The report alleges that drones strike areas multiple times, killing rescuers of victims of the first strike.
Next challenge in US: getting people to care about this.”

Workers’ rights
Human Rights Watch reports that one of the world’s biggest auditing firms has warned that companies involved in an Emirati mega-development must ensure workers’ rights are being respected:

“The government-owned developer of Abu Dhabi’s high-profile Saadiyat Island project, the Tourism Development and Investment Company (TDIC), faces ‘significant challenges’ to carry out agreed-upon minimum labor standards, says the September 23, 2012 report published by independent auditing firm PricewaterhouseCoopers (PwC).
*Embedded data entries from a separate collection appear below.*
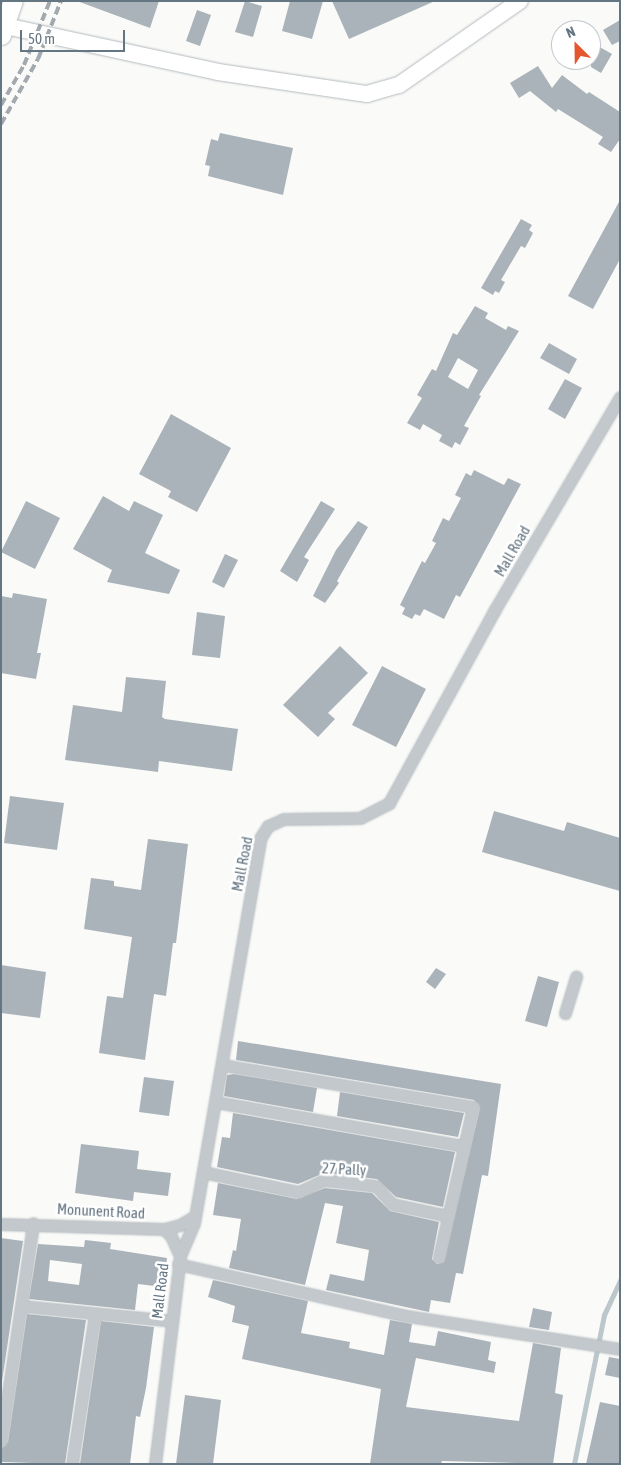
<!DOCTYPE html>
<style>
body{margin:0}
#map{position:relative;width:621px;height:1465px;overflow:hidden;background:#fafaf8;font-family:"Asap Condensed",sans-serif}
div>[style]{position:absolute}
.stream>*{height:4.5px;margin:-2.25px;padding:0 2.25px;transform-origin:2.25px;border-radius:2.25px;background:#bbc7cb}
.building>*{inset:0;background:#aab3b9}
.roads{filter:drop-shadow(0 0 1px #b3babf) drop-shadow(0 0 1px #b3babf)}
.street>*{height:11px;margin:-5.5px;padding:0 5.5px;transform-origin:5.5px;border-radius:5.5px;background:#c3c8cc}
.secondary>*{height:16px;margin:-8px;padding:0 8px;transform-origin:8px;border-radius:8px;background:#fff}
.primary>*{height:19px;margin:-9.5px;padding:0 9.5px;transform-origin:9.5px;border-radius:9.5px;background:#fff}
.rail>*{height:4px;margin-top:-2px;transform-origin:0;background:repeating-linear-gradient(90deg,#a2aab0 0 8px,transparent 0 12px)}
span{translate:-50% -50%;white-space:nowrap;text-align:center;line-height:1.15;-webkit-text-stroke:5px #fff;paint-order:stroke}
.street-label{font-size:15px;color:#657683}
.frame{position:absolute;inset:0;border:2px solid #657683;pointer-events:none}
.north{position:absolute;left:551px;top:20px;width:50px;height:50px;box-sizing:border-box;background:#fff;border:1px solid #c1c8cd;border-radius:50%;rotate:337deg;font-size:14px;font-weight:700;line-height:20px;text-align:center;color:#657683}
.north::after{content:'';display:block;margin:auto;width:18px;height:22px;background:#e4572e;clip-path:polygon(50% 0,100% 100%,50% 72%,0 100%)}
.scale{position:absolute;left:20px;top:30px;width:105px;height:22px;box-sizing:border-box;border:2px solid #657683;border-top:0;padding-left:6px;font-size:15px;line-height:18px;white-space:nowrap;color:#657683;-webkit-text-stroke:4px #fff;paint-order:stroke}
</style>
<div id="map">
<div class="stream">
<div style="left:574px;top:1464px;width:152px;rotate:-78.6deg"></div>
<div style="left:604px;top:1315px;width:38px;rotate:-65deg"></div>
</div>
<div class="building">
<div style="clip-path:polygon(77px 1px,159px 1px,150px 28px)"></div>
<div style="clip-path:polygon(245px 1px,262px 6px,253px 37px,235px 32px)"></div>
<div style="clip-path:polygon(290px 1px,323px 1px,312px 39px,282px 31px)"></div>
<div style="clip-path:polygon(332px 1px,435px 1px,349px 39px)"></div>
<div style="clip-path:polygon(197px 10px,211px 15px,200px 46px,186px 41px)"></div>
<div style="clip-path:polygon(620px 20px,620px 41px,612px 45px,603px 30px)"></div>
<div style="clip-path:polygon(591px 42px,612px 54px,601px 73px,591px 67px)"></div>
<div style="clip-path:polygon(538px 66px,552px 88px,562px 75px,587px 94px,589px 92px,620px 112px,620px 139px,611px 152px,598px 144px,603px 137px,558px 109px,556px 112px,530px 91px,519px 98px,510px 83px)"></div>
<div style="clip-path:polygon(220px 133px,293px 148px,283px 195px,208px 176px,210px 166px,205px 165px,211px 139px,218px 141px)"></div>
<div style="clip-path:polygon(620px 200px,620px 259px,593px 309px,568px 296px)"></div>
<div style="clip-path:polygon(521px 219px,532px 225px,529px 230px,533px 233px,525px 248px,521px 246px,501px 280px,505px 282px,499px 293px,495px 291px,493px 295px,481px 288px)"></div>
<div style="clip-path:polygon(evenodd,475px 306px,488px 313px,485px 318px,506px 330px,508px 326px,519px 331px,479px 395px,481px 396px,464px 426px,469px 428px,460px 445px,455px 442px,452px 448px,439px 441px,442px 435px,423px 424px,420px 430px,407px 423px,422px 398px,417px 395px,432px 369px,436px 371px,453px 333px,457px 335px,475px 306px,458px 358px,478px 370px,468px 389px,448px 377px,458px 358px)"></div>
<div style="clip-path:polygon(549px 343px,577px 359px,569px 374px,540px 358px)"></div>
<div style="clip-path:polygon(565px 379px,582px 388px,565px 419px,548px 409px)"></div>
<div style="clip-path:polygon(171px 414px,231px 448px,197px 512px,168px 497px,171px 491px,139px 474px)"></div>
<div style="clip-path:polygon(474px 470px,504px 485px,508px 478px,521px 484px,460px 597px,456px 595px,444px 619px,424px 609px,420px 616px,415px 614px,412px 619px,402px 614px,405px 608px,400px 605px,422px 561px,425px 563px,436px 543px,432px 541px,443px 518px,449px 521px,461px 498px,455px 495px,466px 473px,471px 476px)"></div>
<div style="clip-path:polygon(103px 496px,129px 511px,134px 501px,163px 515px,145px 553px,180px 570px,169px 594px,107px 582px,112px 570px,73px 549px)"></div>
<div style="clip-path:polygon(26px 501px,60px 518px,35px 569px,1px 552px)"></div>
<div style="clip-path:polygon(321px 501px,335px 509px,304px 557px,309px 560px,297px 582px,280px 571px)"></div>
<div style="clip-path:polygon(358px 521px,368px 527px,337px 581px,339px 583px,325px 603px,313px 596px,336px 550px)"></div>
<div style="clip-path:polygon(225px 554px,238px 560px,224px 588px,212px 582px)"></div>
<div style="clip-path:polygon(13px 593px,47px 599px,37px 653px,41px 653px,36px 679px,1px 673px,1px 596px,12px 598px)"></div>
<div style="clip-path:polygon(197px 612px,225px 616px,220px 658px,192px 655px)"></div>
<div style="clip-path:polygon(340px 646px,368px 673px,328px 713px,335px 719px,318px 737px,283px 705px)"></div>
<div style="clip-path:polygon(382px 666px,426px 689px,396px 747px,352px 725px)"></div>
<div style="clip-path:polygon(126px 677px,166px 681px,162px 717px,165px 719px,238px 729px,232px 771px,159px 761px,158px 772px,65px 760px,73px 705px,122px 712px)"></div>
<div style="clip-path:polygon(10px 796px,64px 803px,57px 850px,4px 843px)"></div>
<div style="clip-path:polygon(494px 811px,564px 831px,567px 822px,620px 838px,620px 891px,482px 852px)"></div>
<div style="clip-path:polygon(148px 839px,188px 844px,176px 943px,173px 943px,166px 996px,154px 994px,145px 1060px,99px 1053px,107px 996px,123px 998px,132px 937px,84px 929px,91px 878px,114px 881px,114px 886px,141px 890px)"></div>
<div style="clip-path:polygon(1px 965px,46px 972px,40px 1018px,1px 1013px)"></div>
<div style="clip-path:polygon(436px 968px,446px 974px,435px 989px,426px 982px)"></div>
<div style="clip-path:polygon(538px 976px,559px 982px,547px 1027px,525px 1021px)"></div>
<div style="clip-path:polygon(238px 1041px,501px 1084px,488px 1176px,482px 1175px,463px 1274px,456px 1273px,450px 1303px,431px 1300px,429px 1312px,326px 1290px,330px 1274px,364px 1281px,369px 1250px,336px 1243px,343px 1206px,325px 1203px,305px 1285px,229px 1268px,233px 1250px,236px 1251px,241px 1219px,213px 1215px,218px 1183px,297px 1199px,325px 1188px,372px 1193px,390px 1211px,439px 1222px,432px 1259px,437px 1264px,444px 1262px,480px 1108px,474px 1100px,236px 1060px)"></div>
<div style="clip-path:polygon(234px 1074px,317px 1088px,313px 1112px,224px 1096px,227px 1075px)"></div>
<div style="clip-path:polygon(144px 1077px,174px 1081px,169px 1116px,139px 1112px)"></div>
<div style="clip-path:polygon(340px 1092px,464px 1113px,458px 1137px,337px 1116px)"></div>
<div style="clip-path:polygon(233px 1113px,455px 1152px,443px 1207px,396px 1197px,377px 1179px,324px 1173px,298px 1184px,217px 1167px,222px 1137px,230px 1138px)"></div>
<div style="clip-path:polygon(81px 1144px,139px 1151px,137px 1169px,171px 1173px,168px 1196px,134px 1192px,133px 1201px,75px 1193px)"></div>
<div style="clip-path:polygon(1px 1238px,23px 1241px,1px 1388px)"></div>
<div style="clip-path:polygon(evenodd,85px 1240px,111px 1243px,110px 1249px,167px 1258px,163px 1287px,138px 1284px,135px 1310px,29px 1299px,38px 1244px,84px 1247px,85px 1240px,50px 1260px,82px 1264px,79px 1285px,48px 1281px,50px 1260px)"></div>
<div style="clip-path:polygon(213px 1280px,308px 1301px,301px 1333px,350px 1342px,349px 1348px,384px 1355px,390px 1320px,412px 1324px,409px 1342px,435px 1346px,438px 1331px,491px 1342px,488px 1360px,496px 1362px,494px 1373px,416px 1358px,406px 1407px,519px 1421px,533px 1343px,561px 1348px,555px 1393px,563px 1395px,553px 1464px,442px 1461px,441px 1464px,370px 1464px,381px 1389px,242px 1359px,249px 1326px,232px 1322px,235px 1306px,208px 1297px)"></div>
<div style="clip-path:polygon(533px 1308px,552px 1312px,549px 1330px,529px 1327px)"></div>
<div style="clip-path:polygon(27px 1314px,86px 1320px,65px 1464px,1px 1462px,2px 1448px,8px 1442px)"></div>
<div style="clip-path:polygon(101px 1321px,154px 1327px,146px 1388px,140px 1417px,136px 1416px,130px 1464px,80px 1464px)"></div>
<div style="clip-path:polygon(609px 1357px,620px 1359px,620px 1378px,605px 1375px)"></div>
<div style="clip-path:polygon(185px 1395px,221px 1400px,213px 1464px,176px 1464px)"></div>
<div style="clip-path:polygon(600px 1402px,620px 1406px,620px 1464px,586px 1464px)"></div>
</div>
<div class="roads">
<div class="street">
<div style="left:565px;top:1013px;width:38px;rotate:-73deg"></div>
<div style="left:223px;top:1065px;width:254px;rotate:9.5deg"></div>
<div style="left:473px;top:1107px;width:154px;rotate:102.8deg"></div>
<div style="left:216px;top:1102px;width:252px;rotate:10.1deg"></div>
<div style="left:203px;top:1172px;width:98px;rotate:11.8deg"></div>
<div style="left:299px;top:1192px;width:28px;rotate:-26deg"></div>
<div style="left:324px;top:1180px;width:52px;rotate:6.6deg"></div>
<div style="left:376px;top:1186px;width:24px;rotate:48deg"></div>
<div style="left:392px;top:1204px;width:57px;rotate:12.1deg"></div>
<div style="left:1px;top:1224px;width:163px;rotate:1.8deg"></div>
<div style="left:164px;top:1229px;width:16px;rotate:-14deg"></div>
<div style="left:180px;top:1225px;width:17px;rotate:-31deg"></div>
<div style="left:164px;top:1229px;width:10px;rotate:45deg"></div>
<div style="left:171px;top:1236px;width:22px;rotate:66deg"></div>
<div style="left:178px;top:1264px;width:235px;rotate:12.8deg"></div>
<div style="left:407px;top:1316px;width:216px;rotate:8.8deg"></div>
<div style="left:23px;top:1306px;width:150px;rotate:5.7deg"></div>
<div style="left:1px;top:1441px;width:220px;rotate:-81.6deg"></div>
<div style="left:72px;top:1464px;width:152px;rotate:-81.3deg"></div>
<div style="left:155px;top:1464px;width:209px;rotate:-83.1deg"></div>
<div style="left:180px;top:1256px;width:36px;rotate:-67deg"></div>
<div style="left:194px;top:1223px;width:392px;rotate:-80.2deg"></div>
<div style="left:261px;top:837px;width:13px;rotate:-58deg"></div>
<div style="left:268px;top:826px;width:17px;rotate:-24deg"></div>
<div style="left:284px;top:819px;width:76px;rotate:-0.8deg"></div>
<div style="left:360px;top:818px;width:33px;rotate:-27deg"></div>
<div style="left:389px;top:803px;width:219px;rotate:-61.3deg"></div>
<div style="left:494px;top:611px;width:248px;rotate:-59.5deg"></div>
</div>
<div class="secondary">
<div style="left:1px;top:25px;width:222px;rotate:12.2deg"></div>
<div style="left:218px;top:72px;width:151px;rotate:8.4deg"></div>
<div style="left:367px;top:94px;width:33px;rotate:-16deg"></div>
<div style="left:399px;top:85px;width:147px;rotate:-34.8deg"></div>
</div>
<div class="primary">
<div style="left:1px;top:35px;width:36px;rotate:-71deg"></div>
</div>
</div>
<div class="rail">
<div style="left:1px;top:105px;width:46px;rotate:-60.1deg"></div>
<div style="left:24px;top:65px;width:69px;rotate:-67.9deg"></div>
<div style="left:1px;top:124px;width:75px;rotate:-60.4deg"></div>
<div style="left:38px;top:59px;width:62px;rotate:-68.4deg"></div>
</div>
<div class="street-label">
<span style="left:512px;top:551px;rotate:-60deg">Mall Road</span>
<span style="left:242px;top:864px;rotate:-79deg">Mall Road</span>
<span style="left:344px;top:1169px;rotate:3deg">27 Pally</span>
<span style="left:101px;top:1211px;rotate:3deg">Monunent Road</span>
<span style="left:160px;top:1291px;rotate:-83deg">Mall Road</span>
</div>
<div class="frame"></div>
<div class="north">N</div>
<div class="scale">50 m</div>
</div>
Saadiyat Island will be home to branches of the Louvre and Guggenheim Museums and a New York University (NYU) campus, and has been the focus of criticismover migrant workers’ rights.

The 34-page report detailed a range of ongoing violations of the [Employment Practices Policy] and domestic labor law. It says that 75 percent of workers interviewed had paid recruitment fees and 77 percent had paid visa and travel costs, which are supposed to be paid by employers. According to Human Rights Watch’s research, these recruitment fees are the most significant factor in creating conditions of forced labor in the UAE. Twenty percent of those interviewed reported illegal deductions from their salaries.”

Nuclear pressure
Inter Press Service reports that 50 years on from the Cuban Missile Crisis, the international community is pushing the world’s nuclear-armed countries to ratify a ban on testing nuclear weapons:

“Opened for signature in September 1996, the [Comprehensive Nuclear Test Ban Teaty] has been signed by 183 nations and ratified by 157. However, it cannot be enforced without ratification by 44 countries that had nuclear power or research reactors when the CTBT was negotiated.
Most of those nations have ratified the treaty, but the United States, China, India, Pakistan, North Korea, Israel, Iran, and Egypt remain unwilling to do so. In 2009, U.S. President Barack Obama declared his intention to seek Senate reconsideration of the treaty. The administration has given no firm timeframe for action.”